Tikhonov (Nikolaï Semionovitch)

Poète soviétique (Saint-Pétersbourg 1896 – Moscou 1979).

La fidélité de Tikhonov aux idéaux communistes le conduira bien loin du romantisme de ses poèmes de jeunesse. Combattant de la guerre civile, il célèbre dans ses ballades l'élan des années de Révolution (la Horde, 1921 ; la Bière, 1922) : elles sont centrées autour d'une action souvent militaire, à laquelle l'écriture lapidaire et elliptique du poète confère un dynamisme haletant. Refusant de prendre pour héros des « gens de papier » (Recherches d'un héros, 1927), il se tourne, avec la même maîtrise stylistique et un goût prononcé pour les sonorités nouvelles, vers l'exotisme (Yourga, 1930). Objet d'un culte officiel, du fait de son loyalisme, mais aussi par le choix de ses héros (des soldats), Tikhonov est un exemple de la déchéance et de la sclérose d'un écrivain happé par le stalinisme.

Tillier (Claude)

Journaliste et romancier français (Clamecy 1801 – Nevers 1844).

Ses pamphlets sont ancrés dans le Nivernais où, pour sa verve incisive, son style libre et truculent, ce « Rabelais moderne » jouit d'une grande notoriété. Il donne son chef-d'œuvre avec Mon oncle Benjamin (1841). À travers quelques épisodes tantôt vifs et amusants, tantôt émouvants, cette chronique de la vie de province au XVIIIe s., hardie et narquoise, mais tendre parfois, a le charme désuet des fabliaux.

Timmermans (Félix)

Écrivain belge d'expression néerlandaise (Lierre 1886 – id. 1947).
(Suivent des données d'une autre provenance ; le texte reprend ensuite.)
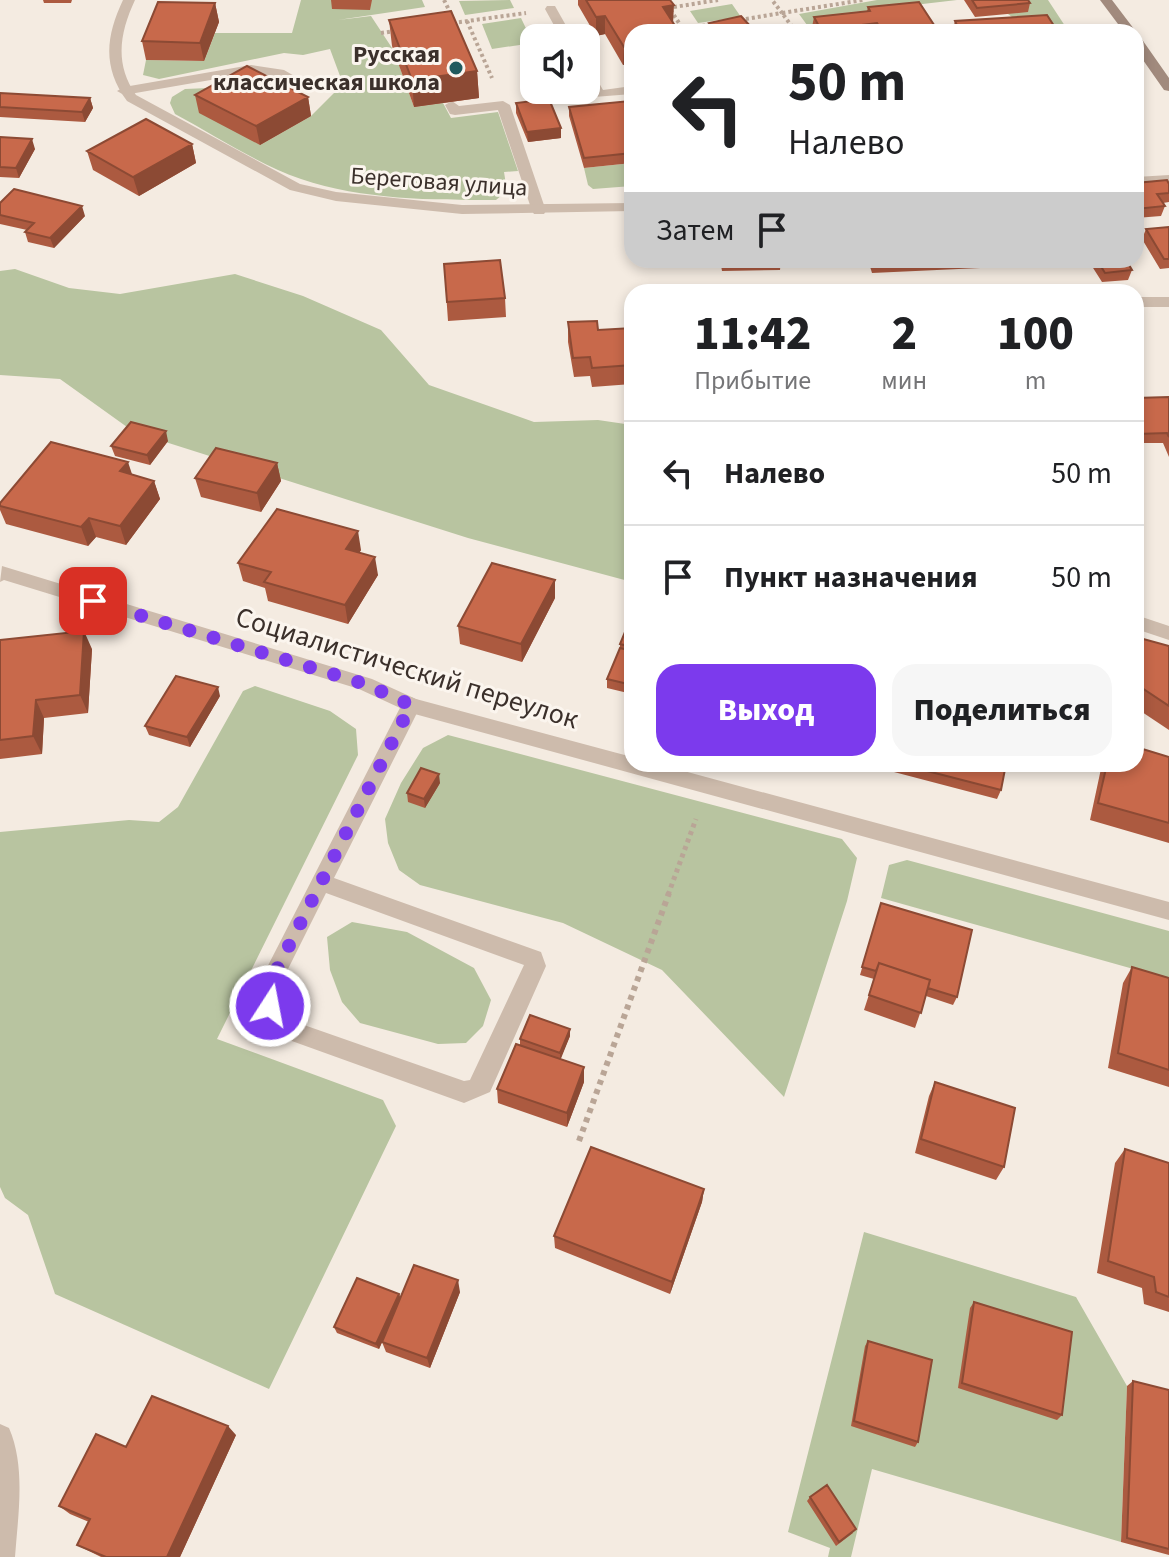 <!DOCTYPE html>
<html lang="ru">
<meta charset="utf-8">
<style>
:root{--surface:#fff;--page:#f6f6f6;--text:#202124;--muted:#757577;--line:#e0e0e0;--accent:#7c3aed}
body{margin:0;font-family:"Source Sans 3",sans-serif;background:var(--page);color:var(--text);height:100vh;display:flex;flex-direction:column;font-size:30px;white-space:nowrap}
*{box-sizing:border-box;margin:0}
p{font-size:26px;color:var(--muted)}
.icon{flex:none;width:44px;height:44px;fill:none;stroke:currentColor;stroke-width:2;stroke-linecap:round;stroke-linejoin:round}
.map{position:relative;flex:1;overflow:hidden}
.sheet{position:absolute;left:624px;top:284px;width:520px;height:488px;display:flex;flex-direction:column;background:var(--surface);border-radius:24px;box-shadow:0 4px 12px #0003}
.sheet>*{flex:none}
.top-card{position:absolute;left:624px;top:24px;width:520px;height:244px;border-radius:24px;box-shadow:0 4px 12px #0003;background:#fff;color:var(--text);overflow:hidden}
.tools{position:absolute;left:520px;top:24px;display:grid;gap:16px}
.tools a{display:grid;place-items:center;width:80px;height:80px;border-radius:16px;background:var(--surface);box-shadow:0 4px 12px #0003;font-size:40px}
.pin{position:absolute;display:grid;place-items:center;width:68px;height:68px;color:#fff;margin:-34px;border-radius:16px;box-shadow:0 4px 12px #0006}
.me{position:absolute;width:88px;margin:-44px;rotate:11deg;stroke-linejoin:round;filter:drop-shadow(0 0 6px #0008)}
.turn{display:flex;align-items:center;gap:28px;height:168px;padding:0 32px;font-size:36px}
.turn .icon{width:104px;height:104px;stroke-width:2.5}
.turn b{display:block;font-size:56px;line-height:68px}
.then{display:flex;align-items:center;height:76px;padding:0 32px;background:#0003;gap:16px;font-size:30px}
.eta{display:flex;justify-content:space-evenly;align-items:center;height:136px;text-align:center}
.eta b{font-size:48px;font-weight:800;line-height:56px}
.primary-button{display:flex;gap:16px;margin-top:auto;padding:16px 32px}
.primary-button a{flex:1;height:92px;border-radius:24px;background:var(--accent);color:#fff;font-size:32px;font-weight:800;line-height:92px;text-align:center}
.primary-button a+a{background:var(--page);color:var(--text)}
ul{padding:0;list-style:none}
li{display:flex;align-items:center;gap:24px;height:104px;padding:0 32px;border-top:2px solid var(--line)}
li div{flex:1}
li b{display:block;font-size:30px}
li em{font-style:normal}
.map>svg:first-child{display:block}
</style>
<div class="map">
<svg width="1169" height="1557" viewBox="0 0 1169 1557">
<rect width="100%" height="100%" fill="#f4ebe1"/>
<path fill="#b8c4a0" d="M301 0H422L425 7 338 20 371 16 394 51 414 107 443 103 451 118 498 112 518 171 504 172 507 191 496 200C432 200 363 200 301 179 258 164 216 136 175 114L170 103 172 97 185 89 232 87 260 145 311 116 343 84 330 49 303 55 284 53 159 79 143 75 146 60 204 61 215 33H292Z
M510 0 514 8 465 15 459 1Z
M877 0H957L914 5 930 32H803L807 25 799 14Z
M1019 0H1048L1069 32H953L1016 20 1008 14Z
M732 4 741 17 698 23 690 11Z
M521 18 533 43 492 49 482 24Z
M632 163V186L593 189 588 185 584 168Z
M15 269 69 288 120 294 235 274 303 296 381 330 429 385 534 422 598 420 632 425V582L468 538 134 432 60 379 0 375V271Z
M255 686 330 711 356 729 358 755 217 1039 383 1100 396 1126 269 1389 55 1294 28 1215 5 1198 0 1187V832L129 820 159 822 178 807 243 691Z
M448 735 842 839 857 858 847 901 784 1097 662 970 563 923 420 885 399 870 388 843 385 819 401 783 423 748Z
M907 860 1169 931V979L881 898 889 865Z
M352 922 407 932 474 968 491 1000 483 1026 466 1043 438 1044 360 1023 342 1002 330 970 327 937Z
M864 1232 1076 1297 1127 1386 1121 1542 872 1469 851 1557H828L830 1548 788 1532Z"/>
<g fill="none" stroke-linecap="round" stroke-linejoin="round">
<path stroke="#b9a596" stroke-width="4" stroke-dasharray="3 3" stroke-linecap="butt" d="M444 0 451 14
M664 0 683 29 714 24
M668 8 718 0
M740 20 782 13 772 0
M467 21 492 78
M453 23 526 13
M796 32 782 13 863 0
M381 33 395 31"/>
<path stroke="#b9a596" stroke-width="5" stroke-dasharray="4 4" stroke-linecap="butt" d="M668 895 696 819"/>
<path stroke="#b9a596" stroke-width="6" stroke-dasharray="5 5" stroke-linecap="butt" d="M579 1141 669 893"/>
<path fill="#cdbbac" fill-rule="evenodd" d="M547 6H555L573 38H561L545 9Z
M251 65 284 70 310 85 303 89 276 76 251 73 124 95 117 91 124 87Z
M586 68 591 69 603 90 632 86V94L594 97 586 83Z
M503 101 510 105 546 211 544 214H534L532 211 498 110 455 115 450 114 445 105 452 101 459 106Z
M1136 297H1169V307H1136Z
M1136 615 1169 626V640L1136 629Z
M411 697 418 700 421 705 334 878 541 952 546 966 490 1092 464 1103 289 1040 268 1022 256 989 404 700ZM326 893 524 965 470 1080 464 1081 304 1025 284 1008 278 989Z"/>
<path fill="#cdbbac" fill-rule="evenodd" d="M123 0H135C120 32 114 64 136 95L300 184 336 192 462 205 632 203V211L462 214 336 201 290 190 127 101C102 67 106 36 123 0Z
M1169 175V183L1136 185V177Z
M2 566 372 679 416 699 632 757V764H658L1169 902V920L411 713 359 689 4 580 0 582Z
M0 1424 9 1428C26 1467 18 1515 15 1557H0Z"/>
<path fill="#a18a7d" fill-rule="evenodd" d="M1100 0H1112L1134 29 1136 32H1124Z
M1136 37 1141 38 1169 78V91L1164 90 1136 50Z"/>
</g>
<path fill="#ac5a40" d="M43 0H72L71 3H44Z
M331 0H372L370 10 332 9Z
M578 0H670L623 65 605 34 596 36 578 5Z
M964 0H1028L1030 3 1028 12 975 17Z
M215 3 219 22 204 61 146 60 142 41Z
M868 7 936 28 935 32H815L812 27 814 17 867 11Z
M389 20 477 71 479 98 414 107 392 46Z
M955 21 1058 32H952Z
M709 23 751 27V32H709Z
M0 93 90 98 93 108 85 122 0 117Z
M195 95 308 97 311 116 260 145 199 113Z
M516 103 561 128V138L528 142 516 113Z
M632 106V163L584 168 569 116V107Z
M0 137 35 149 19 178 0 177Z
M192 144 196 163 139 196 93 170 87 151Z
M1136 183 1169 184V202L1163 203 1165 206 1161 216 1136 218Z
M0 203 85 216 54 248 28 242 25 232 27 230 0 224Z
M1169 227V268L1160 269 1142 239 1146 229Z
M720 260H781L780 270 722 271Z
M868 260H1004L1002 267 872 273Z
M1088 260H1126L1132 270 1128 280 1102 282Z
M444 264 505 298 506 317 448 321Z
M568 322 598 330 632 328V384L592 387 590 376 574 377 568 342Z
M1169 397V457L1163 443H1136V398Z
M168 441 150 465 115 456 111 446Z
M277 463 281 481 261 512 201 497 195 478Z
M132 475 154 481 160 499 126 545 96 537 88 546 6 524 0 510V503Z
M361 550 359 553 378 575 348 624 268 601 265 588 243 581 238 563Z
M555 598 522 662 460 644 458 626Z
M632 634V694L607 688V679L620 649V644Z
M1136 637 1169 646V730L1136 708Z
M0 640 92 649 88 713 44 718 42 754 0 759Z
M220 696 190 747 149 735 145 726Z
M1169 757V843L1090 820 1102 764H1136Z
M896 764H1006L1001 790 997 799 894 772Z
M440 783 425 808 408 802 407 793Z
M881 903 957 997 953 1005 926 996 915 1028 864 1010 874 979 860 975Z
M1132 967 1169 978V1087L1108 1068 1123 983Z
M570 1036 560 1059 584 1082 567 1127 498 1103 497 1089 520 1046V1039Z
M935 1082 1004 1167 996 1180 915 1153 929 1096Z
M1125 1149 1169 1163V1312L1144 1304 1142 1288 1097 1273 1115 1163Z
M704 1189 702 1202 670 1294 555 1248 554 1236Z
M460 1292 430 1368 386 1352 382 1342 379 1349 337 1333 334 1327 399 1294 400 1297Z
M974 1302 1062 1415 1057 1420 958 1388 970 1308Z
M868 1341 918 1442 915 1447 851 1426 865 1346Z
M1133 1381 1169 1390V1555L1121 1542 1127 1386Z
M236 1435 180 1557H101L77 1545 89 1522 70 1514 59 1506 126 1447Z
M810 1497 853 1533 836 1546 807 1501Z"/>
<path fill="#8c4a34" d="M215 3 219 22 204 61 200 43Z
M674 5 673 24 663 7Z
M605 16V34L596 36V17Z
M877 23 876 32H821V30Z
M751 27V32H728Z
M632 45V64L623 65 624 47Z
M477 71 479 98 414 107 412 80Z
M308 97 311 116 260 145 256 126Z
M90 98 93 108 85 122 82 112Z
M561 128V138L528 142 527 132Z
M32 139 35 149 19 178 16 168Z
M192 144 196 163 139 196 133 177Z
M82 206 85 216 54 248 50 238Z
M166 431 168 441 150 465 147 455Z
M128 462 134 480 120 471Z
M277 463 281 481 261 512 257 493Z
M154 481 160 499 126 545 120 526Z
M89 518 96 537 88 546 81 527Z
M358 531 361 550 350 568 346 549Z
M375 557 378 575 348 624 345 605Z
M555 580V598L522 662 521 644Z
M84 631 92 649 88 713 80 695Z
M218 687 220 696 190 747 187 737Z
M36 700 44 718 42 754 33 736Z
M439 774 440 783 425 808 424 799Z
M570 1029V1036L560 1061V1053Z
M584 1067V1082L567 1127V1113Z
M704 1189 702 1202 670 1294 672 1282Z
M458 1280 460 1292 430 1368 427 1358Z
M399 1294 401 1300 379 1349 376 1344Z
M228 1426 236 1435 180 1557H167Z"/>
<path fill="#c8694b" stroke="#8c4a34" stroke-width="2" d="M586 0H670L674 5 663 7 679 32H632V45L624 47 605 16 596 17Z
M972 0H1028L1030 3 977 8Z
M158 2 215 3 200 43 142 41Z
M919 2 936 28 883 32 877 23 821 30 814 17 870 11 868 7Z
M451 11 477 71 412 80 389 20Z
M1047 15 1058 32H960L955 21Z
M741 16 751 27 728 32H717L709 23Z
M247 66 308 97 256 126 195 95Z
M0 93 90 98 82 112 0 107Z
M549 99 561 128 527 132 516 103Z
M630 101 632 106V153L584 158 569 107Z
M146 119 192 144 133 177 87 151Z
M0 137 32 139 16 168 0 167Z
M1167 180 1169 184V193L1157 194 1165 206 1136 209V183Z
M14 189 82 206 50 238 25 232 34 223 0 215V203Z
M1169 227V259H1164L1146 229Z
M500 260 505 298 447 302 444 264Z
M722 260H778L722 262Z
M1097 260H1126L1132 270 1105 273Z
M597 321 598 330 632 328V365L592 368 590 357 573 358 568 322Z
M1169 397V437L1167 433 1136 434V398Z
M131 422 166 431 147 455 111 446Z
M51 442 128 462 120 471 154 481 120 526 89 518 81 527 0 506V503Z
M216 448 277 463 257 493 195 478Z
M277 509 358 531 346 549 375 557 345 605 264 582 271 572 238 563Z
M492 563 555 580 521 644 458 626Z
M84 631 80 695 36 700 33 736 0 740V640Z
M625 632 632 634V647L620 644Z
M1136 637 1169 646V706L1136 684Z
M620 648 632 651V685L607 679Z
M176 676 218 687 187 737 145 726Z
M1136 747 1169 757V823L1098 803 1107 764H1136Z
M900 764H1006L1001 790Z
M421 768 439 774 424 799 407 793Z
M881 903 972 930 957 997 928 988 930 980 879 963 876 971 862 967Z
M879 963 930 980 921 1013 869 995Z
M1132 967 1169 978V1070L1118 1053Z
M530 1015 570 1029 560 1053 520 1039Z
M516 1044 584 1067 567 1113 497 1089Z
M935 1082 1015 1108 1004 1167 921 1139Z
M591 1147 704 1189 672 1282 554 1236Z
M1125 1149 1169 1163V1297L1156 1292 1154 1277 1108 1261Z
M414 1265 458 1280 427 1358 382 1342Z
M357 1278 399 1294 376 1344 334 1327Z
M974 1302 1072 1332 1062 1415 962 1383Z
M868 1341 932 1360 918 1442 854 1421Z
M1133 1381 1169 1390V1549L1127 1538Z
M152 1396 228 1426 167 1557H106L77 1545 90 1519 59 1506 96 1434 126 1447Z
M827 1485 856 1529 839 1542 810 1497Z"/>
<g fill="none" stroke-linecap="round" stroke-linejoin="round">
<path stroke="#7c3aed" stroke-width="14" stroke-dasharray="0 25.2" d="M93 601 365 684 411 705 267 989 270 1006"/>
</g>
<circle fill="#1f5a5e" stroke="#fbf5ee" stroke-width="3" cx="456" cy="68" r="8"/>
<g text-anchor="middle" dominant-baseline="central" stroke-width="6" stroke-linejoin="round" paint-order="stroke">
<g font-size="24" font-weight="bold" fill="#3b302b" stroke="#fbf5ee" text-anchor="end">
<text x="440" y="54">Русская<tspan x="440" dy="28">классическая школа</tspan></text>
</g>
<g font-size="24" fill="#3b302b" stroke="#fbf5ee">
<text transform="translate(439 182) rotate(4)">Береговая улица</text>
</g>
<g font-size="28" fill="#3b302b" stroke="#fbf5ee">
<text transform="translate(407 668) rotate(17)">Социалистический переулок</text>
</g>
</g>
</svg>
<div class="tools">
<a><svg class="icon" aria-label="sound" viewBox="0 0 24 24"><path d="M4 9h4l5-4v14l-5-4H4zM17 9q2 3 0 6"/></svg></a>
</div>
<div class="pin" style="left:93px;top:601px;background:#d93025"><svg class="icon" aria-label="arrive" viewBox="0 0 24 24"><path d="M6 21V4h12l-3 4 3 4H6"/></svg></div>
<svg class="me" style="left:270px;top:1006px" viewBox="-20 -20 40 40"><circle r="17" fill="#7c3aed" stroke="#fff" stroke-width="3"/><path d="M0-11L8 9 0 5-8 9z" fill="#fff"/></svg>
<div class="top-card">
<div class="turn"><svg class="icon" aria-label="left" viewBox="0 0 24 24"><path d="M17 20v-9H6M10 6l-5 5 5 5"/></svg><div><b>50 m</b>Налево</div></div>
<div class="then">Затем<svg class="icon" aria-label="arrive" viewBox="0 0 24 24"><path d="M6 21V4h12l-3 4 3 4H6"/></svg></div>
</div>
<section class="sheet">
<div class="eta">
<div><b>11:42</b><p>Прибытие</p></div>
<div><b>2</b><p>мин</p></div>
<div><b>100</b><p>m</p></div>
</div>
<ul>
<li><svg class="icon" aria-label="left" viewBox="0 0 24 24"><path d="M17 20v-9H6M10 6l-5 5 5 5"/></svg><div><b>Налево</b></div><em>50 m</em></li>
<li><svg class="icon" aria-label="arrive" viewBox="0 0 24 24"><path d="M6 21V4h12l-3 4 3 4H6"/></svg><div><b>Пункт назначения</b></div><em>50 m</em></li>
</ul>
<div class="primary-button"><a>Выход</a><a>Поделиться</a></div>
</section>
</div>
En dehors de tout courant littéraire, il occupe une place à part dans la littérature belge. Issu d'une famille d'artisans, artisan lui-même, il publie d'abord des vers (1907) et des récits pessimistes avant de devenir célèbre avec la publication, au sortir d'une crise religieuse, de Pallieter (1916), série de tableaux de mœurs flamandes qui ont pour héros un jeune et joyeux meunier, paillard et farceur, plein d'entrain et de couleur. Vivant désormais de sa plume, il écrit des romans et des récits débordant de vitalité et d'humour et tout imprégnés de la Flandre dont il recrée aussi bien les mentalités (Psaume paysan, 1935) que l'atmosphère pittoresque des petites villes (l'Enfant Jésus en Flandre, 1917 ; Pieter Brueghel, 1928 ; la Harpe de saint François, 1932 ; la Famille Hernat, 1941 ; Adriaan Brouwer, 1948). Son théâtre, en collaboration avec E. Veterman, puise aux mêmes sources d'inspiration. Un recueil poétique, Adagio (1947), est l'expression d'une foi confiante inscrite, en filigrane, dans toute son œuvre.

Tinan (Jean de)

Écrivain français (Paris 1874 – id. 1898).

Jeune dandy qui côtoie le Tout-Paris littéraire de la fin du siècle, il fait ses gammes avec Un document sur l'impuissance d'aimer (1894). Les quelques romans qu'il publie avant de disparaître à 24 ans donnent, dans un style bref et dépouillé, le tableau d'une société noctambule un peu snob qui cultive le désespoir et vit dans la certitude du néant (Penses-tu réussir ?, 1897 ; l'Exemple de Ninon de Lenclos, amoureuse, 1898 ; Aimienne ou le Détournement de mineure, 1899).

Tinayre (Marcelle)

Romancière française (Tulle 1872 – Grossouvre 1948).

Femme du graveur Marcel Tinayre, elle eut des débuts précoces (Vivent les vacances !, 1885), mais se fit surtout connaître, à partir de 1897 (Avant l'amour), par ses romans sociaux aux héroïnes féminines et même féministes (Hellé, 1899 ; la Maison du péché, 1902 ; la Vie amoureuse de François Barbazanges, 1904 ; la Rebelle, 1906 ; la Rançon, 1910 ; l'Ennemie intime, 1931).